What is fixed aggregation in message passing?

Fixed aggregation treats all neighbors equally or weights them only by fixed properties like node degree. GCNConv uses degree-normalized sum: each neighbor's contribution is weighted by 1/sqrt(degree_i * degree_j). This weighting is fixed by graph structure and does not depend on node features. Every neighbor's message has equal importance after degree normalization.

How does attention-based aggregation differ?

Attention-based aggregation (GAT) computes a learned importance weight for each neighbor based on both the source and target node features. The model learns that some neighbors are more relevant than others for the current prediction. For fraud detection, a customer's high-risk transaction might get attention weight 0.8 while a routine transaction gets 0.1. These weights are computed by a learned attention function, not fixed by structure.

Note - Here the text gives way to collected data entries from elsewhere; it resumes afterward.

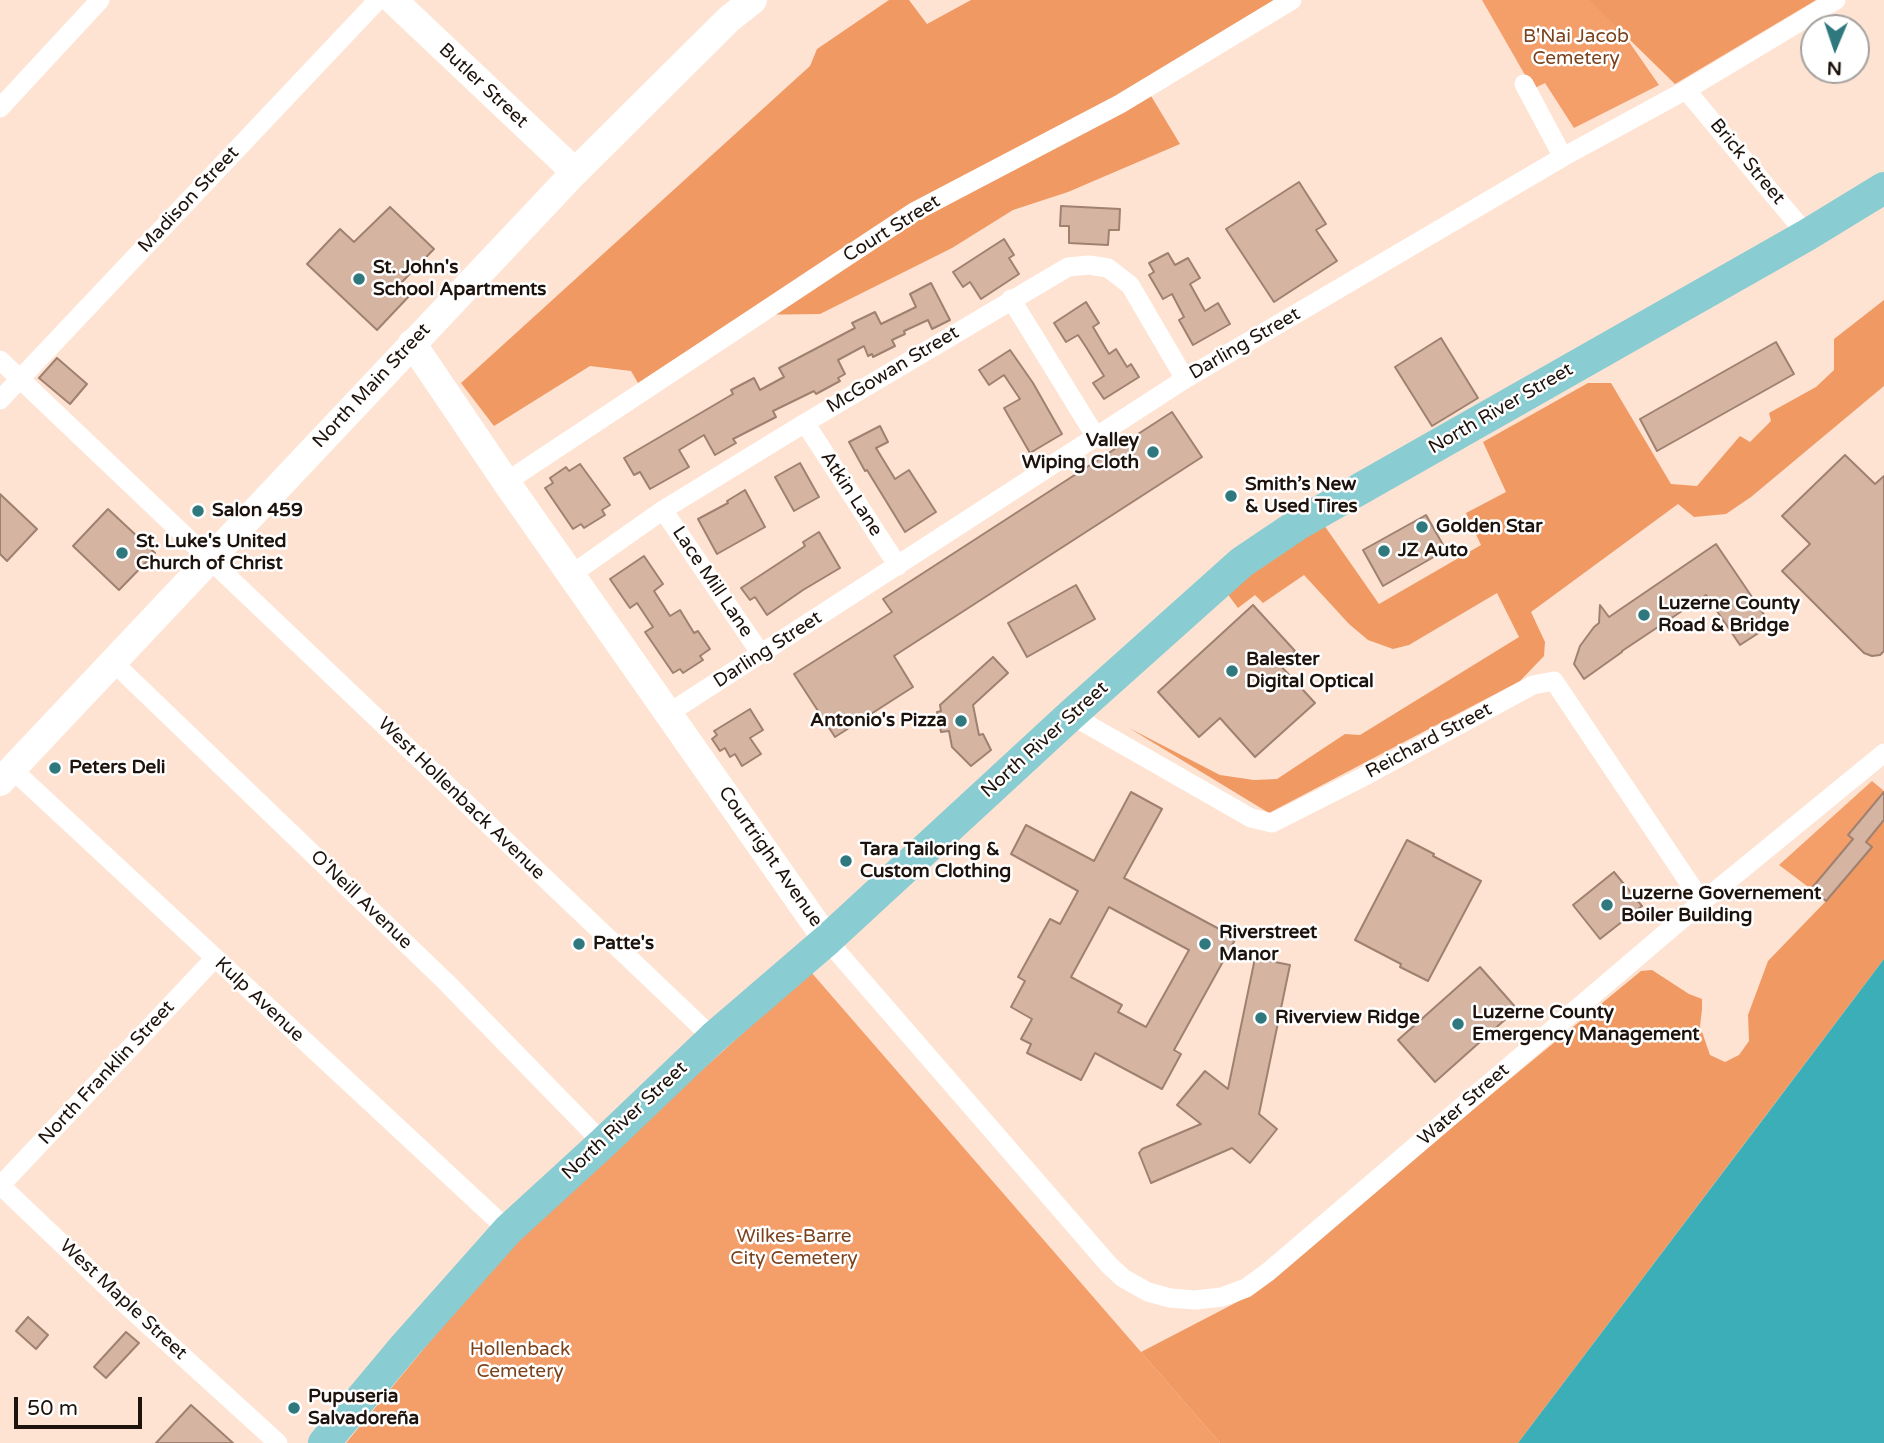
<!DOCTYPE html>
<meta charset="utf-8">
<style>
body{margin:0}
#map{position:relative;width:1884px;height:1443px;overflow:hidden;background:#fee3d3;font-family:"Varela Round",sans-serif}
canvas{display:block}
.north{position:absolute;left:1800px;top:14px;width:70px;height:70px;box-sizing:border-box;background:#fff;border:2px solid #a5a19e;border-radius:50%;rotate:182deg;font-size:19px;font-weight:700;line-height:28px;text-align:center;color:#1e130c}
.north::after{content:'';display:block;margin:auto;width:24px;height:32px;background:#2f787e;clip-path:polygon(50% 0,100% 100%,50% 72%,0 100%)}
.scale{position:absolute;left:14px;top:1397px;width:128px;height:32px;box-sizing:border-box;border:4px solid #1e130c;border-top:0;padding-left:9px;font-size:21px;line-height:24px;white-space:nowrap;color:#1e130c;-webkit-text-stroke:5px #fff;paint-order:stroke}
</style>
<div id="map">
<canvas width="1884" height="1443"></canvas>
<div class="north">N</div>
<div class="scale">50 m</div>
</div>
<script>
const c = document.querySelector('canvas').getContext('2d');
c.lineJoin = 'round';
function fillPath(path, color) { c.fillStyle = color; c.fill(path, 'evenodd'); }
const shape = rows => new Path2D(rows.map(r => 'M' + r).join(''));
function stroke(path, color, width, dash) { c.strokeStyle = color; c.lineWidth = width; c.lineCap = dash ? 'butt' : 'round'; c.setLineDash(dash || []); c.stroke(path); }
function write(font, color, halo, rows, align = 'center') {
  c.font = font + ' "Varela Round",sans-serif'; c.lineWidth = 5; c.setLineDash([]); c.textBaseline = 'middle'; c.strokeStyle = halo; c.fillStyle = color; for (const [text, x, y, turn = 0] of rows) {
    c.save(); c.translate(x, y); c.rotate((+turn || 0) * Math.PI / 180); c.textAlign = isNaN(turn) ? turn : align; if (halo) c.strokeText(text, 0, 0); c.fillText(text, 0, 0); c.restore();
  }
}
fillPath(shape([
 [1482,0,1600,0,1659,85,1574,128,1545,83,1533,89],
 [1872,781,1884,791,1884,805,1877,800,1848,834,1853,839,1811,889,1779,865],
 [811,972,1220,1443,346,1443,516,1237]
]), '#f49e6a');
fillPath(shape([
 [889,0,909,0,927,24,971,0,1277,0,1142,81,1180,144,1068,192,1013,210,952,248,820,314,742,315,638,383,631,371,590,366,494,426,461,383,810,66,817,49],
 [1589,0,1816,0,1675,84],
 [1884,300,1884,386,1751,497,1726,514,1694,517,1678,504,1531,612,1545,642,1544,656,1520,681,1269,813,1129,728,1220,775,1254,780,1277,779,1345,734,1360,735,1519,637,1497,593,1409,645,1393,649,1368,640,1349,624,1304,575,1263,603,1255,595,1238,608,1226,592,1324,525,1379,604,1481,545,1466,513,1506,492,1483,442,1588,383,1611,383,1671,484,1697,486,1740,436,1750,442,1771,421,1769,413,1816,387,1834,370,1834,339],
 [1884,820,1884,959,1518,1443,1220,1443,1141,1352,1243,1299,1641,971,1652,970,1689,994,1702,999,1702,1010,1700,1026,1710,1055,1725,1062,1739,1055,1749,1041,1748,1015,1768,961,1826,901,1871,847,1866,842]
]), '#f09963');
fillPath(shape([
 [1884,959,1884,1443,1518,1443,1764,1118]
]), '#3baeb7');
const building = shape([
 [1299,182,1326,224,1316,230,1337,261,1274,302,1226,229,1299,182],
 [1061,206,1120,209,1119,230,1109,230,1108,245,1069,243,1069,226,1060,226,1061,206],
 [390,207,434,249,400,284,411,294,377,330,307,264,340,229,354,242,390,207],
 [1004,239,1014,255,1009,258,1019,274,981,299,970,282,963,287,953,272,1004,239],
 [1168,253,1175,265,1188,258,1200,278,1190,284,1205,311,1218,303,1230,324,1193,345,1179,320,1184,317,1172,294,1163,299,1149,275,1154,272,1149,263,1168,253],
 [931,283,950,320,932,329,928,320,904,331,905,334,892,340,895,346,873,357,872,354,868,356,864,346,838,360,845,374,838,378,840,381,816,394,814,391,773,411,776,417,733,439,736,443,715,455,704,435,679,450,689,467,650,489,640,472,634,475,624,458,733,394,731,390,754,378,760,390,784,377,779,368,855,328,852,323,875,312,881,324,916,307,910,294,931,283],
 [1086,302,1099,323,1093,327,1109,354,1116,349,1127,367,1131,364,1139,377,1104,399,1093,383,1104,376,1086,347,1078,335,1066,342,1054,323,1086,302],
 [1441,338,1478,398,1432,426,1395,367,1441,338],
 [1776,342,1794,374,1657,451,1640,419,1776,342],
 [1010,350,1033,383,1062,434,1030,453,1004,408,1020,399,1004,375,989,385,979,370,1010,350],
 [57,358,87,384,70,404,39,378,57,358],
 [1172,412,1202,457,894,656,913,687,835,737,794,674,892,612,883,599,1172,412],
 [880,426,888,442,876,448,895,479,909,470,936,512,905,532,867,470,865,471,849,442,880,426],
 [1845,455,1875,484,1884,476,1884,651,1880,655,1872,656,1864,653,1782,571,1810,544,1782,516,1845,455],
 [800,463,819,497,794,511,775,477,800,463],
 [580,464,610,505,602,510,605,515,584,528,581,524,573,529,545,488,553,483,550,478,566,467,569,471,580,464],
 [745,490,765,527,717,554,698,519,728,503,727,501,745,490],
 [0,494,37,529,7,561,0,554,0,494],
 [108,509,155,553,119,590,73,546,108,509],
 [1426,515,1446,550,1383,586,1363,550,1426,515],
 [819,532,840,568,803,590,767,615,755,597,750,600,741,588,805,546,803,542,819,532],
 [1716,544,1771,625,1740,645,1706,595,1622,651,1622,652,1584,679,1574,664,1580,646,1594,627,1599,623,1600,605,1609,617,1716,544],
 [644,556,663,584,654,591,670,616,680,610,694,633,698,631,710,649,700,656,703,660,683,673,680,669,673,673,645,632,653,627,637,603,630,608,610,579,644,556],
 [1076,585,1095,619,1027,657,1008,623,1076,585],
 [1253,605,1295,651,1280,665,1315,703,1255,757,1220,718,1199,737,1158,692,1253,605],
 [993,657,1008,673,973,705,979,735,983,734,991,750,971,766,952,747,949,731,941,732,937,712,941,711,940,705,993,657],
 [750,709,763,730,750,738,761,754,742,766,735,754,730,757,725,748,720,751,712,739,717,735,714,731,750,709],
 [1131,792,1162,809,1124,878,1236,938,1174,1050,1181,1054,1162,1089,1095,1053,1081,1080,1027,1053,1031,1044,1021,1039,1032,1019,1011,1007,1025,981,1018,977,1050,919,1060,924,1078,891,1011,854,1026,825,1094,861,1131,792],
 [1109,907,1189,950,1146,1027,1118,1012,1122,1005,1071,977,1109,907],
 [1884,792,1884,820,1866,842,1872,847,1826,901,1811,889,1853,839,1848,835,1884,792],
 [1407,840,1434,854,1433,856,1481,881,1428,981,1400,967,1401,964,1355,940,1407,840],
 [1614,872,1642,906,1600,939,1573,905,1614,872],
 [1255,958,1290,965,1259,1114,1277,1129,1250,1163,1232,1148,1151,1183,1139,1153,1142,1149,1201,1124,1177,1105,1205,1071,1228,1089,1255,958],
 [1480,967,1517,1009,1435,1082,1398,1040,1480,967],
 [28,1317,48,1335,36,1349,16,1331,28,1317],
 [126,1332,139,1343,106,1378,94,1367,126,1332],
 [191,1405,233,1443,156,1443,191,1405]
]);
fillPath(building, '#d5b4a2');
stroke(building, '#a08170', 2);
stroke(shape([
 [1524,84,1563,157],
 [1686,90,1807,235],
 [0,108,100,0],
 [1011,299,1096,437],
 [0,360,713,1038],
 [0,400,378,0],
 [805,423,898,566],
 [506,482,914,212,1120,104,1292,0],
 [663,510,761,654],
 [572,574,663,510,805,423,1068,267,1089,265,1108,268,1130,285,1185,379],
 [113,662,446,982,603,1143],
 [669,713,1185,379,1563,157,1686,90,1836,0],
 [1071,715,1251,818,1272,823,1367,775,1533,685,1554,681,1702,902],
 [12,769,508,1230],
 [827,940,1109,1265,1123,1278,1148,1292,1170,1298,1195,1300,1222,1297,1246,1288,1268,1272,1702,902,1884,753],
 [0,1185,122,1301,278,1443],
 [0,1186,214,959]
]), '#fff', 19);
stroke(shape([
 [393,0,575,172],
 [412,343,506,482,827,940],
 [0,782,575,172,729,19,753,0]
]), '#fff', 28);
stroke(shape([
 [324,1443,405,1346,508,1230,603,1143,713,1038,827,940,1071,715,1242,562,1300,523,1807,235,1884,188]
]), '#89ccd1', 32);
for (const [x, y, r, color] of [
 [359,279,7,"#2f787e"],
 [1153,452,7,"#2f787e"],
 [1231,496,7,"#2f787e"],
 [198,511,7,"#2f787e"],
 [1422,527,7,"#2f787e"],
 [1384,551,7,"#2f787e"],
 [122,553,7,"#2f787e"],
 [1644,615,7,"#2f787e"],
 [1232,671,7,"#2f787e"],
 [961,721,7,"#2f787e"],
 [55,768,7,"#2f787e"],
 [846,861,7,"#2f787e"],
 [1607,905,7,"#2f787e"],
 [579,944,7,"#2f787e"],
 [1205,944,7,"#2f787e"],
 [1261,1018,7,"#2f787e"],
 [1458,1024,7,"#2f787e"],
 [294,1408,7,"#2f787e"]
]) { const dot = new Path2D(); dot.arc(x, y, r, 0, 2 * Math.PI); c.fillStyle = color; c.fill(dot); stroke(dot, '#fff', 2.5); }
write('19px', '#7b421c', '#fff', [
 ["B'Nai Jacob",1576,37],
 ["Cemetery",1576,59],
 ["Wilkes-Barre",794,1237],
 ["City Cemetery",794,1259],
 ["Hollenback",520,1350],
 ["Cemetery",520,1372]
]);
write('19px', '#1e130c', '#fff', [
 ["Butler Street",483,86,43],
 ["Brick Street",1747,162,50],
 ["Madison Street",189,200,-47],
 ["Court Street",892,229,-32],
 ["Darling Street",1245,344,-30],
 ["McGowan Street",893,370,-31],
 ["North Main Street",372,386,-47],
 ["North River Street",1501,409,-30],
 ["Atkin Lane",851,494,57],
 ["Lace Mill Lane",712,582,56],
 ["Darling Street",768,650,-33],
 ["North River Street",1045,740,-42],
 ["Reichard Street",1429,741,-28],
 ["West Hollenback Avenue",461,799,44],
 ["Courtright Avenue",770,857,55],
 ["O'Neill Avenue",361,900,44],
 ["Kulp Avenue",259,1000,43],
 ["North Franklin Street",107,1073,-47],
 ["Water Street",1464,1105,-41],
 ["North River Street",625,1121,-43],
 ["West Maple Street",123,1300,43]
]);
write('bold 19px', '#1e130c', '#fff', [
 ["St. John's",373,268],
 ["School Apartments",373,290],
 ["Valley",1139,441,"right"],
 ["Wiping Cloth",1139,463,"right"],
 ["Smith’s New",1245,485],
 ["& Used Tires",1245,507],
 ["Salon 459",212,511],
 ["Golden Star",1436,527],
 ["St. Luke's United",136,542],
 ["Church of Christ",136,564],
 ["JZ Auto",1398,551],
 ["Luzerne County",1658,604],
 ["Road & Bridge",1658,626],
 ["Balester",1246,660],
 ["Digital Optical",1246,682],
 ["Antonio's Pizza",947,721,"right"],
 ["Peters Deli",69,768],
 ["Tara Tailoring &",860,850],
 ["Custom Clothing",860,872],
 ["Luzerne Governement",1621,894],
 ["Boiler Building",1621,916],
 ["Riverstreet",1219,933],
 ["Manor",1219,955],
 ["Patte's",593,944],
 ["Luzerne County",1472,1013],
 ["Emergency Management",1472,1035],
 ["Riverview Ridge",1275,1018],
 ["Pupuseria",308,1397],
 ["Salvadoreña",308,1419]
], 'left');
</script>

Is attention always better than fixed aggregation?

No. On homogeneous graphs where all neighbors are genuinely equally important (like molecular graphs where all bonds matter), GCN-style fixed aggregation performs comparably to attention. Attention adds parameters and computation. It provides the most benefit when neighbors vary significantly in relevance: social networks (some friends influence more), fraud networks (some connections are more suspicious), and heterogeneous graphs (different relationship types have different importance).

Can you combine attention with message passing?

Attention IS a form of message passing. GAT performs the standard message-aggregate-update loop but uses learned attention weights in the aggregation step instead of fixed weights. The two are not alternatives; attention is an upgrade to the aggregation step within the message passing framework. In PyG, GATConv inherits from MessagePassing just like GCNConv.

Attention vs Message Passing: Fixed Aggregation vs Learned Importance Weights | Kumo.ai

The distinction between fixed aggregation and attention is about how a node weights its neighbors during message passing. In GCN-style aggregation, the weight is determined by graph structure (node degrees). In GAT-style attention, the weight is learned from node features. Both operate within the same message passing framework. The difference is a single function: how aggregation weights are computed.

Fixed aggregation: GCN approach

GCNConv computes the aggregation weight for neighbor j's message to node i as:

weight(j → i) = 1 / sqrt(degree(i) * degree(j))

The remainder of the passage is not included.